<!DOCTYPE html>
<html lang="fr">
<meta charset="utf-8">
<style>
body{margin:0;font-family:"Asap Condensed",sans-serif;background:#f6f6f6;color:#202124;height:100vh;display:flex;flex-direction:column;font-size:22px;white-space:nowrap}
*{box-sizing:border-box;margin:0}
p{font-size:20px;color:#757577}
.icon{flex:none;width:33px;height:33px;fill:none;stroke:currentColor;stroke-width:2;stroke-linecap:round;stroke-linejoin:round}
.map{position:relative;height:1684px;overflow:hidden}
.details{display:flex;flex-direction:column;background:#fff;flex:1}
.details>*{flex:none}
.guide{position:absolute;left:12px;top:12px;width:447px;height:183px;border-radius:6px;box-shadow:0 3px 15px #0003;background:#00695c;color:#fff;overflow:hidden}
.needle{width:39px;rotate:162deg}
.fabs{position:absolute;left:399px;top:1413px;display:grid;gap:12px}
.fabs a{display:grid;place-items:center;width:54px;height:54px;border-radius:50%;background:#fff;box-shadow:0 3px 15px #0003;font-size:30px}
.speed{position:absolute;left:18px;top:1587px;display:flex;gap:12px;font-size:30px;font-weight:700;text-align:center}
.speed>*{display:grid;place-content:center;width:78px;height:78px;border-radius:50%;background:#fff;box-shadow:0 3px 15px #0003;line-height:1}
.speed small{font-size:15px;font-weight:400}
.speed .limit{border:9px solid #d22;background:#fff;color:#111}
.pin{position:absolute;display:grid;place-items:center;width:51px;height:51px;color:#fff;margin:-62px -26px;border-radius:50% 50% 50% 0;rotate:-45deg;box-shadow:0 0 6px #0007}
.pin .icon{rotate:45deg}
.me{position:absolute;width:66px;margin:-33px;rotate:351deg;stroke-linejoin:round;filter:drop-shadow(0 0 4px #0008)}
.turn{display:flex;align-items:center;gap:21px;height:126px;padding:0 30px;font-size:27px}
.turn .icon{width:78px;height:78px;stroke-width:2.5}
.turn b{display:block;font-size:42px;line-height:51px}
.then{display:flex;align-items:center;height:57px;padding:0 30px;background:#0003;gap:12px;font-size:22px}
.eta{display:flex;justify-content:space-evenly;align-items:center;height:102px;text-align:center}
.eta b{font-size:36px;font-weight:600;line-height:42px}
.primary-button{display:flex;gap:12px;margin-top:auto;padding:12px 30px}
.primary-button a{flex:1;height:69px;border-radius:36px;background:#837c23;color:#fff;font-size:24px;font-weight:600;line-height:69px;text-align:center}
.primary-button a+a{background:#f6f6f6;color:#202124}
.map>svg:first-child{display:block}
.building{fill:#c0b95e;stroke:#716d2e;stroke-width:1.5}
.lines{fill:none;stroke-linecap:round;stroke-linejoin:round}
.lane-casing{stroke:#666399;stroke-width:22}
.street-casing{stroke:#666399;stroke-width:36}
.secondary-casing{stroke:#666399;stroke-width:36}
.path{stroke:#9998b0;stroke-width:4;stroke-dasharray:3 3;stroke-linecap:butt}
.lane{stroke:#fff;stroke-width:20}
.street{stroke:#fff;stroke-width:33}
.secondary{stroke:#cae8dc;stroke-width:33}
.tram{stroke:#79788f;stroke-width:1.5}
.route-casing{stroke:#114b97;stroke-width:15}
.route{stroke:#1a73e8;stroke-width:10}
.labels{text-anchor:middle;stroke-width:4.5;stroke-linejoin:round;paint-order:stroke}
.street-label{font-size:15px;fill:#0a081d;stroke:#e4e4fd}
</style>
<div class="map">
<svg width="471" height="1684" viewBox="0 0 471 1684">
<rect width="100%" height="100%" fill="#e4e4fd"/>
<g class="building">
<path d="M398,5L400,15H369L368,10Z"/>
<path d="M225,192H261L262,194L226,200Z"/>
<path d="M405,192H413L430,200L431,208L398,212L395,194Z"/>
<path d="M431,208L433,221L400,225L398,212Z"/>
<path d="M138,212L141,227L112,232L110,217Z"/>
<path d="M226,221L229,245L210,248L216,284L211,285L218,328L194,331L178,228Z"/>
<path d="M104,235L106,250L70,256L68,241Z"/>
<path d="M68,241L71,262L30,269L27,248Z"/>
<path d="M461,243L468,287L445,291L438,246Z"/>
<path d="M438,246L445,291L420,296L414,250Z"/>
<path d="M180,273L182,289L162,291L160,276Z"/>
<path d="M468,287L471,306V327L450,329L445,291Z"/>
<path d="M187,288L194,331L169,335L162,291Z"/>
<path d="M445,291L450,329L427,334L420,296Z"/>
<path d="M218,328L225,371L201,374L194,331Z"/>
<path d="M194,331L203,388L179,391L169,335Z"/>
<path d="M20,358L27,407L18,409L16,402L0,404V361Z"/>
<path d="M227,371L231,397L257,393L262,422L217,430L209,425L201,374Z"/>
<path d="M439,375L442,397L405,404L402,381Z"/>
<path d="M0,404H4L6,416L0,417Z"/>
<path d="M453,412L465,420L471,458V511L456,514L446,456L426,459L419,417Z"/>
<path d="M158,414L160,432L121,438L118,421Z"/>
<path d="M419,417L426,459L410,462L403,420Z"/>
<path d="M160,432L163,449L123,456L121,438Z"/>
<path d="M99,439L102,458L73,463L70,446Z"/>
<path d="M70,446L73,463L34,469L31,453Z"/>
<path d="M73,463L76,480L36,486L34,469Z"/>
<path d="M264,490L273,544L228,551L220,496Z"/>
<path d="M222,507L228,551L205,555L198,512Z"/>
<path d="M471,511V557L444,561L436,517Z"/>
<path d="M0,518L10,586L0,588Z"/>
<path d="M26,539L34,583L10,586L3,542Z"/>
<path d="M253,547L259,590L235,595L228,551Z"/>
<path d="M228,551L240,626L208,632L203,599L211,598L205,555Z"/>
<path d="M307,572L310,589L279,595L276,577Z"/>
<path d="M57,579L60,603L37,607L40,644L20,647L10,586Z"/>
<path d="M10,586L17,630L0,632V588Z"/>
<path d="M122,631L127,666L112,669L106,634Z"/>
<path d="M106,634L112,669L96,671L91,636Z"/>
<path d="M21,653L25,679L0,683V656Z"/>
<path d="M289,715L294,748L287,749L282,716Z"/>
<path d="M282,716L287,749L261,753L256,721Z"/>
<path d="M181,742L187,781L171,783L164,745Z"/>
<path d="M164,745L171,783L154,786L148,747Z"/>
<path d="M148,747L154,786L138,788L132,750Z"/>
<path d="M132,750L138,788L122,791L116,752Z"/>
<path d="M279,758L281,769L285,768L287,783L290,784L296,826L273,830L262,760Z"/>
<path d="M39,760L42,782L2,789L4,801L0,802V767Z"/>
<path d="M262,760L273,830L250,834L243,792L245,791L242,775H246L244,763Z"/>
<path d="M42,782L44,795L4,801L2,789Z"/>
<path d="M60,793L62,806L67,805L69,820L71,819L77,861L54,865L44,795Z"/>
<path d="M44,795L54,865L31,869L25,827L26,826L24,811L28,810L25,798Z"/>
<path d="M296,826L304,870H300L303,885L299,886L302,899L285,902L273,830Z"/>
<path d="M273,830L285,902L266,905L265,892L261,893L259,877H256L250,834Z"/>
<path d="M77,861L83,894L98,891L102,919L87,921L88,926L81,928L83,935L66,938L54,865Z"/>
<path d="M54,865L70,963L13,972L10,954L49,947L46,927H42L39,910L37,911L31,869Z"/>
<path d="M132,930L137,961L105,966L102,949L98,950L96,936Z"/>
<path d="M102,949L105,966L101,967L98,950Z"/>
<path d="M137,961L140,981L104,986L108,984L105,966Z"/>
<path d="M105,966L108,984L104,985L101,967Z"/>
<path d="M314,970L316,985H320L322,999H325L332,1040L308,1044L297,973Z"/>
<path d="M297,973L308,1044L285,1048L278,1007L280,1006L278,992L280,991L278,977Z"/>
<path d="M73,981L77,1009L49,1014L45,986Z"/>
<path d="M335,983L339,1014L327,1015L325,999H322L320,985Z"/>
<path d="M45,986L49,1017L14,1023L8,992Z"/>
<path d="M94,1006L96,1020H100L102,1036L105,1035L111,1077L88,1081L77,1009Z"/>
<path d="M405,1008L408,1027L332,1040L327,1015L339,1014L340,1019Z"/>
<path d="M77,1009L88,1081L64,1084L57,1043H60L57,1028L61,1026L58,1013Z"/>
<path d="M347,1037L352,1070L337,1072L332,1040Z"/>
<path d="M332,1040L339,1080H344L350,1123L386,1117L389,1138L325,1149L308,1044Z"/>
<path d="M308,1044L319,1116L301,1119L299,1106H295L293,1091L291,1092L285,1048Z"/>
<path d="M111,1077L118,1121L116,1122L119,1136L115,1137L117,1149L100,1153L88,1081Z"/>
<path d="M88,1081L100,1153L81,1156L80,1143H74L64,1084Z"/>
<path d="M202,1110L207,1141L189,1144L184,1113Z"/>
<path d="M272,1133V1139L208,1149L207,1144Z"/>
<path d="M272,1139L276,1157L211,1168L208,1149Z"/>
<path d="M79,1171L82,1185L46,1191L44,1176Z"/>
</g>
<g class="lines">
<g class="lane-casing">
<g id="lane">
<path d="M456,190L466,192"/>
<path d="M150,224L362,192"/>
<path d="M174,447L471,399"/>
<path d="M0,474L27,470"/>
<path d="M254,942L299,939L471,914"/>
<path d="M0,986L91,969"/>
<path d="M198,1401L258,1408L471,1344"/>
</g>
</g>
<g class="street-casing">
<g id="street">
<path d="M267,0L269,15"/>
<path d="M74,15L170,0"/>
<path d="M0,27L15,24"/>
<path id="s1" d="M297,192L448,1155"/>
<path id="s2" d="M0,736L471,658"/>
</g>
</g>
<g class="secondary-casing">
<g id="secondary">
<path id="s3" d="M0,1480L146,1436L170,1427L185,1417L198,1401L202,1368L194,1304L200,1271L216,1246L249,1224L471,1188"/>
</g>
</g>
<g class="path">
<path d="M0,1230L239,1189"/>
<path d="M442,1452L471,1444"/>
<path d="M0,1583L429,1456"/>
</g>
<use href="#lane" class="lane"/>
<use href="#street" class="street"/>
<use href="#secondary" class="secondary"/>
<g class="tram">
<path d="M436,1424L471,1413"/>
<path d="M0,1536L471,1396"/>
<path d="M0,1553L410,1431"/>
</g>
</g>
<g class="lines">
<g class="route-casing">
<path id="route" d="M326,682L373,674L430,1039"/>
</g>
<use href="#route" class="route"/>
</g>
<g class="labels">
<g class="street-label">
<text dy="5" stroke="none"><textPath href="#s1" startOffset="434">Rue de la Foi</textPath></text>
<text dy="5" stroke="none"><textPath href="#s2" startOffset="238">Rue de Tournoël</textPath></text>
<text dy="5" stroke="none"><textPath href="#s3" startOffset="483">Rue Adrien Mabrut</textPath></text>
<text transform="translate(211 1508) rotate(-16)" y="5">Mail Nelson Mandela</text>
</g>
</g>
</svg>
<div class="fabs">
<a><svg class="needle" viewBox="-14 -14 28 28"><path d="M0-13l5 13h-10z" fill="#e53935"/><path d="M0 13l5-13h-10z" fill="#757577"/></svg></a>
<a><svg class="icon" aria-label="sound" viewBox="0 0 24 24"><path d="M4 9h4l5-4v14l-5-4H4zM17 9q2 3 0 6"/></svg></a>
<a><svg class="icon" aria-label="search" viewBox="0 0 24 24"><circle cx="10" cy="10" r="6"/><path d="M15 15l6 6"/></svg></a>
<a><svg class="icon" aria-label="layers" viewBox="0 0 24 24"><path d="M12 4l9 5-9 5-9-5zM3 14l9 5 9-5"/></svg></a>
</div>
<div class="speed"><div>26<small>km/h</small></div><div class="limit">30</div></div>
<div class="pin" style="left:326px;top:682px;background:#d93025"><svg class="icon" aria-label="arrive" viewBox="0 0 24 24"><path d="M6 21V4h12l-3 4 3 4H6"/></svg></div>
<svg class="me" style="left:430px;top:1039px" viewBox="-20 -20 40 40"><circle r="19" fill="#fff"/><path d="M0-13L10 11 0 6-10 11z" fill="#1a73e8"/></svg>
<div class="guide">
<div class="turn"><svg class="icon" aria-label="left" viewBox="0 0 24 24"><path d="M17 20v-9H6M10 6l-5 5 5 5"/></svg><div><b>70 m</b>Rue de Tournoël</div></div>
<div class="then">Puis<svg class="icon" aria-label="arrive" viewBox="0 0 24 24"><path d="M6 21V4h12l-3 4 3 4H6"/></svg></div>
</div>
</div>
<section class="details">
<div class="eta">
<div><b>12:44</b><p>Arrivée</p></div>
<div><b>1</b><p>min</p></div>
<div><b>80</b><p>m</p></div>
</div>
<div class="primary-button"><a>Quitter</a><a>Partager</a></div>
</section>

# [What the exercise asks]
Throughout the data above, report every line that contains the string "limit".

# [Written solution]
.speed .limit{border:9px solid #d22;background:#fff;color:#111}
<div class="speed"><div>26<small>km/h</small></div><div class="limit">30</div></div>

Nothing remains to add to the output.